Books International Health Care Systems

Health care in Ukraine

Recently I read an interesting book called Moneyland by Oliver Bullough. The book describes how with porous borders facilitated by the internet, the rich can evade taxes, hide assets, and basically pick and choose the international legal system most favorable to their interests.

One interesting part of the book discusses health care in the Ukraine and how it has evolved over time. I am not an expert in the Ukrainian health care system so this was interesting to read. Of note is that although health care is free in Ukraine’s socialized system, it really isn’t free.

Ukraine’s constitution guaranteed free healthcare, but in reality patients paid for almost everything. Supposedly, the institutes budget was adequate for all of its needs, but doctors’ salaries were tiny and they were forced to ask patients to fund their own drugs, or even to contribute money towards the upkeep of equipment.

So socialized medicine did not appear to be working well here. The author notes that the Ukrainian kleptocratic government stole funds from healthcare which helped exacerbate the underfunding. If you are a fan of private health insurance, you would say that government corruption and inefficiencies are rife in publicly funded systems so this is no surprise. If you favor socialized medicine, you would say that countries with good governance and stronger institutions than Ukraine could solve these problems and that private health insurance is not without its own problems.

The author compares the current Ukrainian health care system to the system under Soviet times and does so with a bit of rose-tinted glasses.

In Soviet times…the government under-valued doctors who were paid little. Ordinary citizens, however, were grateful to the medics that helped them get better and brought them presents: candy, or alcohol…If you went to the doctor, even though healthcare was free, you took something along to give her. After 1991 when the Soviet Union collapsed, the situation changed, however. Doctors began to realize how much their Western colleagues were earning and also to appreciate the heft of their position…

‘When we were a market economy, sweets or brandy didn’t cut it anymore,’ the agent said. ‘Doctors wanted money, actual banknotes, and people started paying them…

Ukrainian health care costs are socialized, in that the government pays for the facilities,
the buildings and the infrastructure. The profits, however, are privatized, in that the doctors get to keep what they earn.

To read between the lines, doctors have been underpaid consistently under socialized medicine and bribes have been a endemic in their system over many decades. The author, however, naively believes that in Soviet times “They weren’t so much bribes as genuine gifts” whereas under capitalism the bribes were bribes. Let’s call a spade a spade; when there is no market clearing price and queues form, bribes may occur to get closer to a market-clearing price.

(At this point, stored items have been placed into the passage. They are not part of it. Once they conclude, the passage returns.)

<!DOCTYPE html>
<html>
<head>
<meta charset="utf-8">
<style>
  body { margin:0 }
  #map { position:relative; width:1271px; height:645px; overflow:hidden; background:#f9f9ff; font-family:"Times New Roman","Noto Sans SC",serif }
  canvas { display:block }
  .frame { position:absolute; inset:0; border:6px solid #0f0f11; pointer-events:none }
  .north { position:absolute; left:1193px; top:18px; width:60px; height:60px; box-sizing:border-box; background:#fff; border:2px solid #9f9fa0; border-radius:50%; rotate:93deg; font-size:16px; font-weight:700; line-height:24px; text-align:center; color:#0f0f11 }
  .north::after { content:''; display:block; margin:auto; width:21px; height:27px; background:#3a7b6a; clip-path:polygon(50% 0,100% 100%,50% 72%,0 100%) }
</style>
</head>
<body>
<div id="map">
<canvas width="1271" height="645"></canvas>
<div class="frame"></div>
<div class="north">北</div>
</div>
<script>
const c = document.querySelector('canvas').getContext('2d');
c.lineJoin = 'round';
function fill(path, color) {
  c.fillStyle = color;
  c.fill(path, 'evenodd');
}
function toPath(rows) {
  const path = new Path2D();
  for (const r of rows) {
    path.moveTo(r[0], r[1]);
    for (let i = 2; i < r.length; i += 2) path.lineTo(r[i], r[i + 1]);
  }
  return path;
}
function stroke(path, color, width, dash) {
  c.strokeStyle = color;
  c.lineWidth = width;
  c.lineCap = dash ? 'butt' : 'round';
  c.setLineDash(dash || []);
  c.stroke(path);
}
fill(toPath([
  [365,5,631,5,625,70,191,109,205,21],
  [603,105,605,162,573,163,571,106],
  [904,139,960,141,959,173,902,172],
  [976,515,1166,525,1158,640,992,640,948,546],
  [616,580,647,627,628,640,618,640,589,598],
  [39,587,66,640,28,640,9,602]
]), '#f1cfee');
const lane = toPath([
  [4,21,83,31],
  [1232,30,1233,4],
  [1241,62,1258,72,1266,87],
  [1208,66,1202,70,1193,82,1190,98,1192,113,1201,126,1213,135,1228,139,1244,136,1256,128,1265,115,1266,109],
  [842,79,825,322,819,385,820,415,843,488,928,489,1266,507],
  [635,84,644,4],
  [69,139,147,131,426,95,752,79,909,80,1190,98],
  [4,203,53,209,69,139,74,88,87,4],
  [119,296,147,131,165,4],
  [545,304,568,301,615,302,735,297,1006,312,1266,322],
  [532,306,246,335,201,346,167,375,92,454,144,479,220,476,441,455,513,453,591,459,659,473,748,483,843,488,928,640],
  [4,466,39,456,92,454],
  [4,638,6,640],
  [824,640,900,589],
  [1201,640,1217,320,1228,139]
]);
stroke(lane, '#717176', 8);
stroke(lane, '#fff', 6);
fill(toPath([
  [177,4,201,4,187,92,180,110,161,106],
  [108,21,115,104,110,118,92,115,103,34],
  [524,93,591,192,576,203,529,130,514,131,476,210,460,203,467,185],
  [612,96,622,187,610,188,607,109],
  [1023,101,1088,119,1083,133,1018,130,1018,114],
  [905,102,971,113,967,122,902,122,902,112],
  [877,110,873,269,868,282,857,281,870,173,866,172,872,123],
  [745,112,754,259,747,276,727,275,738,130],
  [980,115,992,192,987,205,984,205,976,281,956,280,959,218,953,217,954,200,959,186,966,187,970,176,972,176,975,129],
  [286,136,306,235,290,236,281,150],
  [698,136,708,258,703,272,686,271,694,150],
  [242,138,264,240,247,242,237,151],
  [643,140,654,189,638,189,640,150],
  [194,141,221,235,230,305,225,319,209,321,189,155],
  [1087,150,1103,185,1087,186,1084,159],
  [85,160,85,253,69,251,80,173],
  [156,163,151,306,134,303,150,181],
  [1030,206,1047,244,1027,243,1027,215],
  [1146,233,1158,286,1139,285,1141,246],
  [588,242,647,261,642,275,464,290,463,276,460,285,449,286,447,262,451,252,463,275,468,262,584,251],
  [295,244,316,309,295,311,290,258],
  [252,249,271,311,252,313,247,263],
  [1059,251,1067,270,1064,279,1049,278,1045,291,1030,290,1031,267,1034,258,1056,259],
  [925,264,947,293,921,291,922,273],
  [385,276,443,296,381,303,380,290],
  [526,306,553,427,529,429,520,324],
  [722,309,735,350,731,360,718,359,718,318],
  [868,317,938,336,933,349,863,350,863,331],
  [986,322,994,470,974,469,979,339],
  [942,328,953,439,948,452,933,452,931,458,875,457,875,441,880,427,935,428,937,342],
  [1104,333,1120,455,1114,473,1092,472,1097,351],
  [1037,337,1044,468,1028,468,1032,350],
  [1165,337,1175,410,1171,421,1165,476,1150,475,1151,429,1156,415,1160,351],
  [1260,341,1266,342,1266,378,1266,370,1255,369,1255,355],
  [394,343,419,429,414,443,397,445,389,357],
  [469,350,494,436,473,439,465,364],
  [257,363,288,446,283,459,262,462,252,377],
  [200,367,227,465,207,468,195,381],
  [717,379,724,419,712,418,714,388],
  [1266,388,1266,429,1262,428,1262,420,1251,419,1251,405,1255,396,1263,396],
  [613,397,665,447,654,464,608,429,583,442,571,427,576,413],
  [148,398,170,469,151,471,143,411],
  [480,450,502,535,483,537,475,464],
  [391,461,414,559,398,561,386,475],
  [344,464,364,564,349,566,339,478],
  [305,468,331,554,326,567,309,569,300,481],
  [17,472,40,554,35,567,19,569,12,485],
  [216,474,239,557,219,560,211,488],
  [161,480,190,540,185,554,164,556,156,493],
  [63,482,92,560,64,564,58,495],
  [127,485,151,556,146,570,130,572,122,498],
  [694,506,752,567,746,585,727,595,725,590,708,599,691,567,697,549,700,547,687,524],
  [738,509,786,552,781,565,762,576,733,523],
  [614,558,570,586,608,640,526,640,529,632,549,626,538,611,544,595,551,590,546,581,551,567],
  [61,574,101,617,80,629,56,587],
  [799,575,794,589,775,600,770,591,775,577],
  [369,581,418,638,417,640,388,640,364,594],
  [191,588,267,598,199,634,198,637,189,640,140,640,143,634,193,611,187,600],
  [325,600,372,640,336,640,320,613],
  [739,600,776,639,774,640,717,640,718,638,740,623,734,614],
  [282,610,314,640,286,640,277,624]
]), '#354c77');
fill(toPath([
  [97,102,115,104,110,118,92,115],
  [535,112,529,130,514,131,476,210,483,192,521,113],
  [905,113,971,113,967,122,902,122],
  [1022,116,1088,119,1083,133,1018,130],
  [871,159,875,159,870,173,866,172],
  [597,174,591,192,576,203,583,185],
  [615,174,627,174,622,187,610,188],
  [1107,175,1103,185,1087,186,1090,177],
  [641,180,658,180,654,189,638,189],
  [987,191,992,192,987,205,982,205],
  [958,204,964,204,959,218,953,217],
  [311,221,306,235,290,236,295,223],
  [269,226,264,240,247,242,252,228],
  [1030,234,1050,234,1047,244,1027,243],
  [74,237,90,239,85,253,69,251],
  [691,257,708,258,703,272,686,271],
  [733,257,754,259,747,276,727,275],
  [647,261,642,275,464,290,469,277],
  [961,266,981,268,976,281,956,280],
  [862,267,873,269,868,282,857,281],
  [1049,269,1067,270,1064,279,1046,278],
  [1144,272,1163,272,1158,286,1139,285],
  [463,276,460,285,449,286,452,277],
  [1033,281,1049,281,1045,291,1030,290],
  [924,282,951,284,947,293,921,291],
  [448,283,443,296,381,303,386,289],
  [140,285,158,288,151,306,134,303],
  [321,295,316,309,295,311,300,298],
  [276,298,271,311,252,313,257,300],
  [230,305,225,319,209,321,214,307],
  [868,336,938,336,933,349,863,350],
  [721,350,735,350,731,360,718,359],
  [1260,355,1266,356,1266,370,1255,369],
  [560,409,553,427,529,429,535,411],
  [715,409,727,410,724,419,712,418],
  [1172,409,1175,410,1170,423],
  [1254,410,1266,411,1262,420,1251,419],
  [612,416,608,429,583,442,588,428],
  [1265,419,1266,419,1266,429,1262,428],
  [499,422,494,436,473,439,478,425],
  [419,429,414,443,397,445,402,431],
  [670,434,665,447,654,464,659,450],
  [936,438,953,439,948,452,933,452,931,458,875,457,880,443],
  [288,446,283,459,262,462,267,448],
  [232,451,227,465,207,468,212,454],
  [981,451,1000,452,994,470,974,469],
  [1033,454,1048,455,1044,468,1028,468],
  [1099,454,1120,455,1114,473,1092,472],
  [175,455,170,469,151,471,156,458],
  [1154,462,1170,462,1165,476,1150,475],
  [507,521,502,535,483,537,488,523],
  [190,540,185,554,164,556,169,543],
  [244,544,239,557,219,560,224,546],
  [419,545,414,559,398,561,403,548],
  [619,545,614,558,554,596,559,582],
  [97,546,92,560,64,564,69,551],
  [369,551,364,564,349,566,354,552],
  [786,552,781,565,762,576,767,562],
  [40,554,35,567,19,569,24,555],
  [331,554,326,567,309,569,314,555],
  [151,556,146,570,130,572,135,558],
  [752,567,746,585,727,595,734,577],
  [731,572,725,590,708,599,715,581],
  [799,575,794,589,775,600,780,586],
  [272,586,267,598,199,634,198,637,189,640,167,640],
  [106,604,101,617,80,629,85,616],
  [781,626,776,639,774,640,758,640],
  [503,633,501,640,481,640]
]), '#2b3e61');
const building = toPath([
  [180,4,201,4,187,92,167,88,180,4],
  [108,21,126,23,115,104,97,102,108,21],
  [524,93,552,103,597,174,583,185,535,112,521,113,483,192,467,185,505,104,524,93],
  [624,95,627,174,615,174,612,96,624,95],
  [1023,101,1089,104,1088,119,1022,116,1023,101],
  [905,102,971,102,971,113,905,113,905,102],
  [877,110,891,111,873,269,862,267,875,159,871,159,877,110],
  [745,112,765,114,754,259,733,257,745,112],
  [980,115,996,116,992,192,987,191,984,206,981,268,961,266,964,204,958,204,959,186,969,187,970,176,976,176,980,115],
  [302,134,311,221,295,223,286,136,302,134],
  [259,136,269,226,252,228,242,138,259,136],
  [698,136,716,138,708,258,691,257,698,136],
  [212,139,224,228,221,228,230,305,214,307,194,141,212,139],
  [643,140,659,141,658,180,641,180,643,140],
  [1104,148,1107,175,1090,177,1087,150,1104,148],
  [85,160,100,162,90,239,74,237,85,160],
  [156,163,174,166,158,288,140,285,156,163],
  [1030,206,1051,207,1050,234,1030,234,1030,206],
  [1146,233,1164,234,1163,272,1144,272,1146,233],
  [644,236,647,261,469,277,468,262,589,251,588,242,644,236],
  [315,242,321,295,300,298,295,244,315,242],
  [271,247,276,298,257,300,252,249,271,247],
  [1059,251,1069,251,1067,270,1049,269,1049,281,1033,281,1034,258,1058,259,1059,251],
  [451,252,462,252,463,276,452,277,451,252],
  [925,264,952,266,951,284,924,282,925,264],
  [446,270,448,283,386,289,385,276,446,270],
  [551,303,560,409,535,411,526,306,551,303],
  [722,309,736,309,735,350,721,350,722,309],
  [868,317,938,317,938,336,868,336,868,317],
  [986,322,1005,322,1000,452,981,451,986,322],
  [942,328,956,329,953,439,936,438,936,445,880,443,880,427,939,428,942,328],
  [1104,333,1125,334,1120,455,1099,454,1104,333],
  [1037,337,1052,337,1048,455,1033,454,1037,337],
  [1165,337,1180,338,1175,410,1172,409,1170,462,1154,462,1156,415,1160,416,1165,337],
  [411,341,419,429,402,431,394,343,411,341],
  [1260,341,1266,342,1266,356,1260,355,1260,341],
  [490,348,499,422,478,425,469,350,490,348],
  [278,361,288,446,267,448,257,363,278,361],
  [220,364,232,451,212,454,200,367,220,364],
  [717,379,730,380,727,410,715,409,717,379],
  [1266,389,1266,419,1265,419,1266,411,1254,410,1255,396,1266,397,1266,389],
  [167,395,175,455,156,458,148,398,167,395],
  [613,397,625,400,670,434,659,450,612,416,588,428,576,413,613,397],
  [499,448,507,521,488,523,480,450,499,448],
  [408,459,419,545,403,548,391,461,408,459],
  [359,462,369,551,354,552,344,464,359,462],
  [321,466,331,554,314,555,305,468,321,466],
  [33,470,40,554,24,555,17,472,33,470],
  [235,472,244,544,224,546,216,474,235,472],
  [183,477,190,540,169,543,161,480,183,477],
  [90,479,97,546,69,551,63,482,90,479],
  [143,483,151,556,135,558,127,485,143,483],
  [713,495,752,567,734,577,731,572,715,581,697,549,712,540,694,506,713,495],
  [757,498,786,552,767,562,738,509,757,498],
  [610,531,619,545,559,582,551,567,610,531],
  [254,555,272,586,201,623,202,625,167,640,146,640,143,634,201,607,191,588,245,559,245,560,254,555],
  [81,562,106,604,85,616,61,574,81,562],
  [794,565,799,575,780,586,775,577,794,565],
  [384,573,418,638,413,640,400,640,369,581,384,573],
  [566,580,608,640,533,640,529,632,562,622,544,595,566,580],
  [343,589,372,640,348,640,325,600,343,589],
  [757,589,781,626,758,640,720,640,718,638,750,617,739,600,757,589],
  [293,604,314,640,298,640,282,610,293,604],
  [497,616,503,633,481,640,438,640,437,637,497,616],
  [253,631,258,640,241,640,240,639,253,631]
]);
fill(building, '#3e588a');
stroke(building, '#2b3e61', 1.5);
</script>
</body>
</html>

General comments on the book

Despite my write-up, above, most of the book is about the ability to move assets offshore to avoid government taxes and regulation. Overall, the book is interesting, but a bit long and would be better served as a long essay. Few people care to learn about so many of the the different ways the rich can flaunt the laws. Further, the book focuses on bad people avoiding good laws. In practice, however, sometimes dictatorships will confiscate moneys outside the rule of law. In this case, good people with means may use Moneyland to hide their assets from the kleptocracy. Often, in fact, the kleptocrats themselves are hiding their assets offshore.

In short, the book is interesting and worth a read, but I put it down half way through after I largely got the gist of the author’s key points.